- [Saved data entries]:

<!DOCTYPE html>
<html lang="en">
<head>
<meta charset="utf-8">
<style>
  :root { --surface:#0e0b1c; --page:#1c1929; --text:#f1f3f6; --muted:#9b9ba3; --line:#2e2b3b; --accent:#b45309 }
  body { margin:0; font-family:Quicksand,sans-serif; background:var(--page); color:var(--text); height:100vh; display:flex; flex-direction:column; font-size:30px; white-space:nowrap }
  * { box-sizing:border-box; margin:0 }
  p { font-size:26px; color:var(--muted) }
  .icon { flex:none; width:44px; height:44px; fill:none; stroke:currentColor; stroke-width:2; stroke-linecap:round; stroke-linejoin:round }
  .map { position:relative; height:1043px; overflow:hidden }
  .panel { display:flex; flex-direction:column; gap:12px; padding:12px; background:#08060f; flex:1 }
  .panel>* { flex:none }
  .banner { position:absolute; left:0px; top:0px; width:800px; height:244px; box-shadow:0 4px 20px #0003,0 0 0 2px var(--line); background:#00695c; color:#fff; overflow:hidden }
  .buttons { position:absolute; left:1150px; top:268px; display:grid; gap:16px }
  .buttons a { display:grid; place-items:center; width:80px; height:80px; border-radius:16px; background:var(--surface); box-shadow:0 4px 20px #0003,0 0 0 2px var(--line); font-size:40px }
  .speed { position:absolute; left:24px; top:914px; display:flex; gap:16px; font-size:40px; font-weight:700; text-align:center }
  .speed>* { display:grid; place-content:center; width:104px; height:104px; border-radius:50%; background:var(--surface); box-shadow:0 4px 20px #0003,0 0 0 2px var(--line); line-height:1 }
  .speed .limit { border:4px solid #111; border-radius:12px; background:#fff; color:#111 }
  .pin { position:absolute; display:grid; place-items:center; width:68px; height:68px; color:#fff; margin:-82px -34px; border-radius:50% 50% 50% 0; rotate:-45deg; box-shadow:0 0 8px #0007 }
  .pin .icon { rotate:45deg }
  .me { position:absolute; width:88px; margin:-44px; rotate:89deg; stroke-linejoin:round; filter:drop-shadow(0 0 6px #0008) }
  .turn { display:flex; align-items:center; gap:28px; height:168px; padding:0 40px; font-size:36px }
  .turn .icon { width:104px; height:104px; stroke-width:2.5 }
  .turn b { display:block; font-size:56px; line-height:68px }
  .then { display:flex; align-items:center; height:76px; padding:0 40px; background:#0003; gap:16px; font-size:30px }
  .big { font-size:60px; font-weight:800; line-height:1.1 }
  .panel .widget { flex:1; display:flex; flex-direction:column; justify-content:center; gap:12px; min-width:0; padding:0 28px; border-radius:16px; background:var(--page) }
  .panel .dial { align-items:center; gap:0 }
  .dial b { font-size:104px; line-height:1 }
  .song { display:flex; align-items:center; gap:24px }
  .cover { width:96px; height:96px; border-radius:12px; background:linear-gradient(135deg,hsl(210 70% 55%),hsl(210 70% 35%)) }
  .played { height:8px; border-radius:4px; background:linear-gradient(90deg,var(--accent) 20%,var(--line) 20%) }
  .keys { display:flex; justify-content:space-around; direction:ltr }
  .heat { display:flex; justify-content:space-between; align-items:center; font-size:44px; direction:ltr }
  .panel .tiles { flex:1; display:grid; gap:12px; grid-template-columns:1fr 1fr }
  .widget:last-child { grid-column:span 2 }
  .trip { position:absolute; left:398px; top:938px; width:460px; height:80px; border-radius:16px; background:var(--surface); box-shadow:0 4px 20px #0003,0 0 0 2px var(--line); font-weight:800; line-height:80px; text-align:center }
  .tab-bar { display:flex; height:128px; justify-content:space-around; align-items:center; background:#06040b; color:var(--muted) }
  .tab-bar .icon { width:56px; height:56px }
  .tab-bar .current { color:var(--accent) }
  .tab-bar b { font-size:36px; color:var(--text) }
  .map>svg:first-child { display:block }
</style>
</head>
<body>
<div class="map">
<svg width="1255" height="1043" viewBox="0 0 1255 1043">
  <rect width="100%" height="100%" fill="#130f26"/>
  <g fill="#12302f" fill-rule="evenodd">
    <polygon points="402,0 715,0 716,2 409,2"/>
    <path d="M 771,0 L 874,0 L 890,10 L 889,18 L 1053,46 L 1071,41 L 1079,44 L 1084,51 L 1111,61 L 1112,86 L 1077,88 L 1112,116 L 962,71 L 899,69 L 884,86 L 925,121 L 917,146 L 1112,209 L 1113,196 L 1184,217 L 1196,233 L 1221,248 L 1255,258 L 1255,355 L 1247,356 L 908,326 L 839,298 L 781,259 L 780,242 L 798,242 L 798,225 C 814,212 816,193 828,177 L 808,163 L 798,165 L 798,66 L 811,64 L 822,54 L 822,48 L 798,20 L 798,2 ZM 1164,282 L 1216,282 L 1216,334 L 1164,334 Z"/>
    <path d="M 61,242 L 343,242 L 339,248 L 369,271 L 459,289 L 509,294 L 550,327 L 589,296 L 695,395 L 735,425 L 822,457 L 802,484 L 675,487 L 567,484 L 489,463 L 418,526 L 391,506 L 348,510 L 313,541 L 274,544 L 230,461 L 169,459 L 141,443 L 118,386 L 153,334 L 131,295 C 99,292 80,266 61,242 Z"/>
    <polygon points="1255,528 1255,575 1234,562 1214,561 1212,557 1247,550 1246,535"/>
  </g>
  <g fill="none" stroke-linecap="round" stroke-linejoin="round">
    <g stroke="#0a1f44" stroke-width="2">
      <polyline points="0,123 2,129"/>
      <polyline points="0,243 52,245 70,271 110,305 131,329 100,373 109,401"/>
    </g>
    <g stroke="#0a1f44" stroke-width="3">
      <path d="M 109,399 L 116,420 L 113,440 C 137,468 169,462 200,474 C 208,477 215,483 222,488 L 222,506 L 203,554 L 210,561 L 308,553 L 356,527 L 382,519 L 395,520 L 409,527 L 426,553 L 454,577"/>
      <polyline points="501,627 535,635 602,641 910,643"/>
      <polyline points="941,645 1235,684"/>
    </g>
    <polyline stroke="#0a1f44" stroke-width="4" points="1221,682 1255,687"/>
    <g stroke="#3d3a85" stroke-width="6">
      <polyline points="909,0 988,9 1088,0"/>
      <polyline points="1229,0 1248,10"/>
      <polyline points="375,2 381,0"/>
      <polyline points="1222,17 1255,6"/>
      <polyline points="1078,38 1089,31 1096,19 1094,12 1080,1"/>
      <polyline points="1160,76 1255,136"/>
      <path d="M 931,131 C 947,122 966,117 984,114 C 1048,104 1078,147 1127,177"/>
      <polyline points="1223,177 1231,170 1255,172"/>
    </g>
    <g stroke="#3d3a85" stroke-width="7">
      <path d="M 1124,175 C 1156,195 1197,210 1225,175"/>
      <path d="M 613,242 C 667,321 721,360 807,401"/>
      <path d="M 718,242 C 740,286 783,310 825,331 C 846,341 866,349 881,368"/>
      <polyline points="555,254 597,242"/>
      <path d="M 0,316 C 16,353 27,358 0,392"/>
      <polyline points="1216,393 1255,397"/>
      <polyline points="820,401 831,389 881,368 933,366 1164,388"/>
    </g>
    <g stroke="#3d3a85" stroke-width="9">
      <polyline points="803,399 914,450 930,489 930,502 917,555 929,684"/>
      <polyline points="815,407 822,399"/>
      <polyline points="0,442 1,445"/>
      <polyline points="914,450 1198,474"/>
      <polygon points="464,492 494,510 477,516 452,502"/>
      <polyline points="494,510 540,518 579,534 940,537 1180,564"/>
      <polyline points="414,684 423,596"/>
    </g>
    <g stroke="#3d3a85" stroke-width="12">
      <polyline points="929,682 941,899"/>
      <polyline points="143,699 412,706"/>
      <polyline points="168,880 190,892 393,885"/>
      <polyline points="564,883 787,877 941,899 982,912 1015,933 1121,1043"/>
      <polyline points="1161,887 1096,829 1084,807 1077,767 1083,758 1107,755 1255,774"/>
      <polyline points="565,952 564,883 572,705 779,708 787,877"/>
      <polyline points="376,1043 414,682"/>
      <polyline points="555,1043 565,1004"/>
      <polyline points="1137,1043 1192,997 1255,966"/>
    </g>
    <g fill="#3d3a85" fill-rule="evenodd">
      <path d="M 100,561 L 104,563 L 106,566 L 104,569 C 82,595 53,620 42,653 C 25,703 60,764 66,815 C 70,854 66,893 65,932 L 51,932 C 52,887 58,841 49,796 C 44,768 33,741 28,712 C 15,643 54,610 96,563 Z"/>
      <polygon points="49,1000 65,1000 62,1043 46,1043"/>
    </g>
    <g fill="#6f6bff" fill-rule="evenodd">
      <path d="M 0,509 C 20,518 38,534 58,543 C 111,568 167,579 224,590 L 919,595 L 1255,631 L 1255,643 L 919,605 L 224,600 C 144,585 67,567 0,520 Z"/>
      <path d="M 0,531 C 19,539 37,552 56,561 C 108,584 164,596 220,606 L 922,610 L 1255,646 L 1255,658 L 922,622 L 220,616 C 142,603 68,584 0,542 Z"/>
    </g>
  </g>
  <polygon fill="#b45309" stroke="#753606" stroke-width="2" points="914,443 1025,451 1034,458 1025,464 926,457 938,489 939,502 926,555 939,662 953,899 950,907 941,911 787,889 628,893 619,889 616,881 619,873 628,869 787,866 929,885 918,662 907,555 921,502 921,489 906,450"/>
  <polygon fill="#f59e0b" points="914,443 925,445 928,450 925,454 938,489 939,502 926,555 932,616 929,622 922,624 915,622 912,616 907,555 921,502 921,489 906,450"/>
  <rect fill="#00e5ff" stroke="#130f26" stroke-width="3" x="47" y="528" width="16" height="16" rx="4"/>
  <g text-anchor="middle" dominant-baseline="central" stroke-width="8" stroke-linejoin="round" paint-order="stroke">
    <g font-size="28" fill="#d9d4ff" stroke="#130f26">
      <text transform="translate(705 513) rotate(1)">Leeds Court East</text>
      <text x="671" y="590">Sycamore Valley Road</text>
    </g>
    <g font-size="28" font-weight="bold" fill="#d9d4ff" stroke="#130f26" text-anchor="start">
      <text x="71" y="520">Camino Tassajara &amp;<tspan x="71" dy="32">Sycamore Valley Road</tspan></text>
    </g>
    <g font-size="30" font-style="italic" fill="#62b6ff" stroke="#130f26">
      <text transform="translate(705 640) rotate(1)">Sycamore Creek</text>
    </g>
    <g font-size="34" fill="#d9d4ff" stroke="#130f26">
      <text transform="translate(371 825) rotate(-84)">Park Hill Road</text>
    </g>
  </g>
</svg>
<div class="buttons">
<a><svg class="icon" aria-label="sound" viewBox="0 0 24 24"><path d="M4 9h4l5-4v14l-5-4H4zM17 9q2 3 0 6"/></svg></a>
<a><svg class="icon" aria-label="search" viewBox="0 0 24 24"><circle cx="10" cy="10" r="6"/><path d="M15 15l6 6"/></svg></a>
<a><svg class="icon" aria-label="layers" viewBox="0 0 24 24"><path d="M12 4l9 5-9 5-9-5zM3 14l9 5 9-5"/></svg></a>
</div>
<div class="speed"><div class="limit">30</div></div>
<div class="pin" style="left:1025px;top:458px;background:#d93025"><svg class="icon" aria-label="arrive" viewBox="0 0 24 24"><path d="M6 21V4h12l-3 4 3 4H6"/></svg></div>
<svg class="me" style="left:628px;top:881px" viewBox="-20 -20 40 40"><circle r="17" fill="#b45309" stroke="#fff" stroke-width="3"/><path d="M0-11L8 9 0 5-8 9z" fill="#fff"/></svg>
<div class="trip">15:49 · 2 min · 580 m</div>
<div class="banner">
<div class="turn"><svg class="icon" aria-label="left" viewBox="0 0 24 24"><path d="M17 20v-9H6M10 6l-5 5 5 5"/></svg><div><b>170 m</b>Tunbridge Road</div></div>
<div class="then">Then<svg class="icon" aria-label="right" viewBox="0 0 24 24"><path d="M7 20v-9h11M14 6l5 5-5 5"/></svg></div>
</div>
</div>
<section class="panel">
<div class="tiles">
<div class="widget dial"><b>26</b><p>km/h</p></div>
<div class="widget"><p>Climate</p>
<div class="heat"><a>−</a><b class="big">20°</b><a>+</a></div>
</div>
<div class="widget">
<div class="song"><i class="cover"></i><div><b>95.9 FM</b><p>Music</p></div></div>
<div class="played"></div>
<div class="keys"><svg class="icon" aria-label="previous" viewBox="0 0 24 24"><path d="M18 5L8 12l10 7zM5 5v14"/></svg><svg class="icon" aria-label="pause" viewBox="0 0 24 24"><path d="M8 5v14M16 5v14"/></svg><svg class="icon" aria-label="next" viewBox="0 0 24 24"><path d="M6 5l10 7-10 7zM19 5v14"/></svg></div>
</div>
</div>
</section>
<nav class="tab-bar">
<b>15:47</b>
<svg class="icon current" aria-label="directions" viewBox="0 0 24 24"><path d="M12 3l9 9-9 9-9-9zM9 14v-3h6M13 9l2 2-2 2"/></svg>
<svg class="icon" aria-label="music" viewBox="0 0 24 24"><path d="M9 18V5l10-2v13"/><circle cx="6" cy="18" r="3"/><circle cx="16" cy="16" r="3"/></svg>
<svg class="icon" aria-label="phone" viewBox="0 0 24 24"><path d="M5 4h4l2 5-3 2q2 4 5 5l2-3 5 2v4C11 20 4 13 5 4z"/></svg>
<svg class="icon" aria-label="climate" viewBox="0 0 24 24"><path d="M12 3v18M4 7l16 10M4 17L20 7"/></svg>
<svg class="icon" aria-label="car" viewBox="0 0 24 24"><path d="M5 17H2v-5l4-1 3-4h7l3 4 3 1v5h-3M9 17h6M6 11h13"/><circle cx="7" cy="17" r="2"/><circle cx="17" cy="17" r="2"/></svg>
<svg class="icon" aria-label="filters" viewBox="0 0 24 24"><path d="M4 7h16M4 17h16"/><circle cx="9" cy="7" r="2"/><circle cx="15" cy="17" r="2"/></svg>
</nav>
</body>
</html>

- [Task details]:
Of the records above, copy each line that includes "keys".

- [Task solution]:
  .keys { display:flex; justify-content:space-around; direction:ltr }
<div class="keys"><svg class="icon" aria-label="previous" viewBox="0 0 24 24"><path d="M18 5L8 12l10 7zM5 5v14"/></svg><svg class="icon" aria-label="pause" viewBox="0 0 24 24"><path d="M8 5v14M16 5v14"/></svg><svg class="icon" aria-label="next" viewBox="0 0 24 24"><path d="M6 5l10 7-10 7zM19 5v14"/></svg></div>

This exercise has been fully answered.